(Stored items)

┄┄┄┄┄┄

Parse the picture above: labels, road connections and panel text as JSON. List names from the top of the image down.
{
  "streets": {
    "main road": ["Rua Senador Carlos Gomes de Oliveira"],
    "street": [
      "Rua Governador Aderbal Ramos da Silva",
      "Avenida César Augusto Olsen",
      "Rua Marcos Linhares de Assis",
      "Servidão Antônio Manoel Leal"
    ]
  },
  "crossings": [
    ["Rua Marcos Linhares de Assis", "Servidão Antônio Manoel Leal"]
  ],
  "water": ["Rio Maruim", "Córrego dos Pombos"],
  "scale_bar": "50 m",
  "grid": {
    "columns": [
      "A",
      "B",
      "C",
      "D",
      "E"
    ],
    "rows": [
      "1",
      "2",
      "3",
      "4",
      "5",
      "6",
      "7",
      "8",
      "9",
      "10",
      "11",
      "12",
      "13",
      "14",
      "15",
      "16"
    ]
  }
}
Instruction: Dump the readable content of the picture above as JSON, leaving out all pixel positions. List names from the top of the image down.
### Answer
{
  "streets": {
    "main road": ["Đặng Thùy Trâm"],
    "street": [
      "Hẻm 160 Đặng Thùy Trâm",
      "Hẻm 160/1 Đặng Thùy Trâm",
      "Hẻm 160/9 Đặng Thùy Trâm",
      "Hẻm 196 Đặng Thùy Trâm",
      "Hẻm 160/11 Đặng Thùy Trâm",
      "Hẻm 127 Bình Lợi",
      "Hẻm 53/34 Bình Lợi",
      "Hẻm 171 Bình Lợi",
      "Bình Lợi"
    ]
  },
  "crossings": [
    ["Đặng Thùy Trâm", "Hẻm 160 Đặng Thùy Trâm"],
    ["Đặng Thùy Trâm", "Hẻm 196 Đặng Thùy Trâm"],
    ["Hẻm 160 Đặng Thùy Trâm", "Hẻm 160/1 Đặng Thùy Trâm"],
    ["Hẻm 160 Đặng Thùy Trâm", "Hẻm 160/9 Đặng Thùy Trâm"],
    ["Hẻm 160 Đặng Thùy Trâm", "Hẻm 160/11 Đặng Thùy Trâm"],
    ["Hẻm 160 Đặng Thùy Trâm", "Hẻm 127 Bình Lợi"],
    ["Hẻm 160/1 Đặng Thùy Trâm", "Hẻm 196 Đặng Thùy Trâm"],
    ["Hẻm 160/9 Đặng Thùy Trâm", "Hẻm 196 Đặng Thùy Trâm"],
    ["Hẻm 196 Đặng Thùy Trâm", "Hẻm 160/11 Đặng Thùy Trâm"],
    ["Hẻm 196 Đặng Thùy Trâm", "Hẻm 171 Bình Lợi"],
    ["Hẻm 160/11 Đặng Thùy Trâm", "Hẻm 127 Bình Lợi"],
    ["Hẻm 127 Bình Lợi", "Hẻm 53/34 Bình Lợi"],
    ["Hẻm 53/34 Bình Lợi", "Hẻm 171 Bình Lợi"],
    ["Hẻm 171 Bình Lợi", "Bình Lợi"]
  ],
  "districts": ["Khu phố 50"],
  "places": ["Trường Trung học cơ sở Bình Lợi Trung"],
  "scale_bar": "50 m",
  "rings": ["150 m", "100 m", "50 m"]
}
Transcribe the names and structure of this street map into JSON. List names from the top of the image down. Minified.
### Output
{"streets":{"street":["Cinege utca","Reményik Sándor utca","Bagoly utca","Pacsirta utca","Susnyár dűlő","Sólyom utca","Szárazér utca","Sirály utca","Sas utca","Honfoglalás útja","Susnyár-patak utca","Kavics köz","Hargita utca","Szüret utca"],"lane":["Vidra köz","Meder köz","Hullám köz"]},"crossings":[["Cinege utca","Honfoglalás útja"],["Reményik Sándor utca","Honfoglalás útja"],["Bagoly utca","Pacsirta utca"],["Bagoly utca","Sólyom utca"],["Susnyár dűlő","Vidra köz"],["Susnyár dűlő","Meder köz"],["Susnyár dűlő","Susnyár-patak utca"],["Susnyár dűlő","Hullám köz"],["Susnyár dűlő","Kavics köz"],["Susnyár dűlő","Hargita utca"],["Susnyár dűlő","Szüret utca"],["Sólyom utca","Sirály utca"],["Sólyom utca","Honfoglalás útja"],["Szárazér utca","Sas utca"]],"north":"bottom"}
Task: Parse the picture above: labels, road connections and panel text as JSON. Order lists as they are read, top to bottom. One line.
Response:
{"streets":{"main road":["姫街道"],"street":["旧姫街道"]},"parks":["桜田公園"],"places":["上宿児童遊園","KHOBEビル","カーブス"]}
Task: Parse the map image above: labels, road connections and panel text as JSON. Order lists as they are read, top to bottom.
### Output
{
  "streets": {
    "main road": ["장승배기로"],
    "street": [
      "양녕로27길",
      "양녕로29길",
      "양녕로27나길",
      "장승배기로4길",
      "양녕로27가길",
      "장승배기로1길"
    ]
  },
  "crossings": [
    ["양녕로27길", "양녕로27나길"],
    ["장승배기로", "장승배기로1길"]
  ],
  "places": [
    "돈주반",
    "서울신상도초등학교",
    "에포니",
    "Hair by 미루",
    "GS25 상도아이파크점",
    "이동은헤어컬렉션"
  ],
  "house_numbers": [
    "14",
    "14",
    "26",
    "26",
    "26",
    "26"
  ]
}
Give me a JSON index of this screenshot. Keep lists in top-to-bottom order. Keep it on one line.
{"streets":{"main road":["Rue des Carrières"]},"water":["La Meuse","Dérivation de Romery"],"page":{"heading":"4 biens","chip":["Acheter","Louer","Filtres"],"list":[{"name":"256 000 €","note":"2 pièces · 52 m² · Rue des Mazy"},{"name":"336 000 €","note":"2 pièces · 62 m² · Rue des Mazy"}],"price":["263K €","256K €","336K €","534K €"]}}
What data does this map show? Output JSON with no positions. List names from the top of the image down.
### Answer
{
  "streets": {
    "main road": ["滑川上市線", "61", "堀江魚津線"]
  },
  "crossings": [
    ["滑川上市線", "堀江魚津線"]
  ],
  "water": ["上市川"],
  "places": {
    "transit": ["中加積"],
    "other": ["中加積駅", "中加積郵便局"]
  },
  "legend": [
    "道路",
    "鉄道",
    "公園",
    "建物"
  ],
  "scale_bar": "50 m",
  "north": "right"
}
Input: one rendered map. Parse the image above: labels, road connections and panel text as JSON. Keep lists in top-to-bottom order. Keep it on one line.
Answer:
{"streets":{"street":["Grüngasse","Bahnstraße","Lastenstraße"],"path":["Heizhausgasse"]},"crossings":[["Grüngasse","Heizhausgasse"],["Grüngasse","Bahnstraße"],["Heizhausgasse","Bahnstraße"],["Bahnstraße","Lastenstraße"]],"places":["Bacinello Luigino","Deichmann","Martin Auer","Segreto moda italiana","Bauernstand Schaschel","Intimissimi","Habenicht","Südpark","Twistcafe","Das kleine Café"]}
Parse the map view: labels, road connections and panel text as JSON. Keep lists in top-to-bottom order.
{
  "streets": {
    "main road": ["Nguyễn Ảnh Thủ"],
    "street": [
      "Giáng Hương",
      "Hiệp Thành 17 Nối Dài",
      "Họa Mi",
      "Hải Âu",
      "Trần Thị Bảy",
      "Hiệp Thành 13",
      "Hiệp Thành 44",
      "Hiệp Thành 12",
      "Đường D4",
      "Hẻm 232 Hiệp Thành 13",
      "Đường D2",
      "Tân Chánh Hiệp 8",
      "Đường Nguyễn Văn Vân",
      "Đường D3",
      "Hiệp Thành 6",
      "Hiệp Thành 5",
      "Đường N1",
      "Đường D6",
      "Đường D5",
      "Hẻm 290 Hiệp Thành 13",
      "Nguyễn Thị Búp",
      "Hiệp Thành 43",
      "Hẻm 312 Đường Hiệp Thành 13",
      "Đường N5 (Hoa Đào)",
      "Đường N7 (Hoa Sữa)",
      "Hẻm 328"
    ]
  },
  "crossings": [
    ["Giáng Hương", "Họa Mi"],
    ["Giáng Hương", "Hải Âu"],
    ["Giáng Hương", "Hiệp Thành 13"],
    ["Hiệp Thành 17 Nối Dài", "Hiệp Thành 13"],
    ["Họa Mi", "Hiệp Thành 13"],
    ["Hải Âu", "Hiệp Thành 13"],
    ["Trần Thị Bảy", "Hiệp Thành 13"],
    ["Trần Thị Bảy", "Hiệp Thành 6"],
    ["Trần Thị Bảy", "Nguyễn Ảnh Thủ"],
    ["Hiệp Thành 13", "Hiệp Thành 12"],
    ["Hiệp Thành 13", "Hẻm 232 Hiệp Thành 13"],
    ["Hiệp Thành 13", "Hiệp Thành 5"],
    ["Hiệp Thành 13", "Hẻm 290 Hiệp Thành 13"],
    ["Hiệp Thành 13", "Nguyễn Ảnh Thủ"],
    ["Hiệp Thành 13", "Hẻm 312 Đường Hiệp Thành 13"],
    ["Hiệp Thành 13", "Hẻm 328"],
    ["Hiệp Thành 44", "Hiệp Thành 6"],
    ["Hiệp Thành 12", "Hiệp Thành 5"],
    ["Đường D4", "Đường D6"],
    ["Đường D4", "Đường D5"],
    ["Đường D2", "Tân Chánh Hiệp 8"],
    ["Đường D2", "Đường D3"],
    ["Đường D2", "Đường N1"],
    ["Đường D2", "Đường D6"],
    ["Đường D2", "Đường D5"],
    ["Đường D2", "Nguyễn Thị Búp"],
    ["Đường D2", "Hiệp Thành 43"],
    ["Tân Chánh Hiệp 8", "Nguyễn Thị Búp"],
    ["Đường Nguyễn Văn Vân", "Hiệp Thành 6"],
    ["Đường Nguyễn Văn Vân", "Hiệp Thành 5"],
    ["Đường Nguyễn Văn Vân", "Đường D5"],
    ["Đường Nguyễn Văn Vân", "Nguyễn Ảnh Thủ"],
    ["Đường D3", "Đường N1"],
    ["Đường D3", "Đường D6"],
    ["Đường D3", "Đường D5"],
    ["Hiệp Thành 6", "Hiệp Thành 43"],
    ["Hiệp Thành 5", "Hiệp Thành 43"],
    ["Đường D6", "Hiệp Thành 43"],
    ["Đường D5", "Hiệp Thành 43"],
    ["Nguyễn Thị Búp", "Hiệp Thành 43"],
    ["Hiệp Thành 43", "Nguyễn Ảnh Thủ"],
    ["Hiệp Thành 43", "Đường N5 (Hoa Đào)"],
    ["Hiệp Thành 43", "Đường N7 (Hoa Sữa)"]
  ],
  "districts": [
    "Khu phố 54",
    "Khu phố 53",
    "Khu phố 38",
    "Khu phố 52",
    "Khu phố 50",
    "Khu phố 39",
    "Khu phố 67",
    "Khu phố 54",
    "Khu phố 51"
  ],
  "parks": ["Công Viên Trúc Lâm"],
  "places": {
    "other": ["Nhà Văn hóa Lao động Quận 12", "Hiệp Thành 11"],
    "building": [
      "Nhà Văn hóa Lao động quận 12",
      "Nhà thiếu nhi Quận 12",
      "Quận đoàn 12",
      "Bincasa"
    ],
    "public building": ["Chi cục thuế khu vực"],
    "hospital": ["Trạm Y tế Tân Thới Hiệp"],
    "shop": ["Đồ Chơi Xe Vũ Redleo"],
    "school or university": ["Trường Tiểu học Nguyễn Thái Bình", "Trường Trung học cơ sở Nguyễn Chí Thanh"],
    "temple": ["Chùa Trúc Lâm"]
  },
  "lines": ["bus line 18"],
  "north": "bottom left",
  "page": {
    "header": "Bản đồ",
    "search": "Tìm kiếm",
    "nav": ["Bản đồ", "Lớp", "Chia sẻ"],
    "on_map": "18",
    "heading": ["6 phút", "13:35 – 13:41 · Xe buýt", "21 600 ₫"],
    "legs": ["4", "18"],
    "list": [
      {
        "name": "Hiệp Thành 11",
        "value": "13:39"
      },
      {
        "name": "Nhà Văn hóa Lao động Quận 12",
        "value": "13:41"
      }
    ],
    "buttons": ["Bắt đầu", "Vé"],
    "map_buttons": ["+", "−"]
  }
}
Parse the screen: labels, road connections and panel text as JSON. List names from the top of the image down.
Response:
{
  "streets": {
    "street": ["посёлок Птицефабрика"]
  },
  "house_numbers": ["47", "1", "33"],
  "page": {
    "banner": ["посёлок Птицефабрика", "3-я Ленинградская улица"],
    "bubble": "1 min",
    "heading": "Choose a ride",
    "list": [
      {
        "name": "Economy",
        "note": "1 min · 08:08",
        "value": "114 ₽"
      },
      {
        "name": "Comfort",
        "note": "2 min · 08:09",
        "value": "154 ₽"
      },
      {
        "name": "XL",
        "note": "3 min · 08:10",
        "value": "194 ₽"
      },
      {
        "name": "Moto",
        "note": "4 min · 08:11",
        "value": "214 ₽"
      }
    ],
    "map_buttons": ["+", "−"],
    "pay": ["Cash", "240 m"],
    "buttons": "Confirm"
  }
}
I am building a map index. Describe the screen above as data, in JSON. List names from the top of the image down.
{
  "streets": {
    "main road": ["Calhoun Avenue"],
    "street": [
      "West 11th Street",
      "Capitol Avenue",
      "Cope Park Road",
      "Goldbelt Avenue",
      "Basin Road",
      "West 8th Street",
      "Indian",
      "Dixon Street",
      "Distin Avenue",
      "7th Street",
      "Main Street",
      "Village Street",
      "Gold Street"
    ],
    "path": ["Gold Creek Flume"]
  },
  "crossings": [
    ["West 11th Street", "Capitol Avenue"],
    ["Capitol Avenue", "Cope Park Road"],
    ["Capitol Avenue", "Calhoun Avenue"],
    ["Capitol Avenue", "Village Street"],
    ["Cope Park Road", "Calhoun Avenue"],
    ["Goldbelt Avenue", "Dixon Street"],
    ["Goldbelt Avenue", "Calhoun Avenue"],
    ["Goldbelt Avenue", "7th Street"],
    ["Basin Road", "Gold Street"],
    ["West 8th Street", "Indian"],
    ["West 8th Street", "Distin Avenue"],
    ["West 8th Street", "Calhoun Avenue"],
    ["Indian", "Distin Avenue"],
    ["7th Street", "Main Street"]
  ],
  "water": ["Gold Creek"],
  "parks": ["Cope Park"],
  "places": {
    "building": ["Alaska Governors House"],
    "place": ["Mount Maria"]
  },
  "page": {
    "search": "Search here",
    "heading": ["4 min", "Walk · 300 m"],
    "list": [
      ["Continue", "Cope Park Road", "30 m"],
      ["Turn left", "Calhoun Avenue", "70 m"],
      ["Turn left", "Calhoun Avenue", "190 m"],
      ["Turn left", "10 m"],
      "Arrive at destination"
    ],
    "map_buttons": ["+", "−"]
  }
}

┄┄┄┄┄┄

▶ Task objective
Set down verbatim only the lines between the start of the data above and the line with "Instruction: Dump the", both boundaries included.

▶ Final answer
Parse the picture above: labels, road connections and panel text as JSON. List names from the top of the image down.
{
  "streets": {
    "main road": ["Rua Senador Carlos Gomes de Oliveira"],
    "street": [
      "Rua Governador Aderbal Ramos da Silva",
      "Avenida César Augusto Olsen",
      "Rua Marcos Linhares de Assis",
      "Servidão Antônio Manoel Leal"
    ]
  },
  "crossings": [
    ["Rua Marcos Linhares de Assis", "Servidão Antônio Manoel Leal"]
  ],
  "water": ["Rio Maruim", "Córrego dos Pombos"],
  "scale_bar": "50 m",
  "grid": {
    "columns": [
      "A",
      "B",
      "C",
      "D",
      "E"
    ],
    "rows": [
      "1",
      "2",
      "3",
      "4",
      "5",
      "6",
      "7",
      "8",
      "9",
      "10",
      "11",
      "12",
      "13",
      "14",
      "15",
      "16"
    ]
  }
}
Instruction: Dump the readable content of the picture above as JSON, leaving out all pixel positions. List names from the top of the image down.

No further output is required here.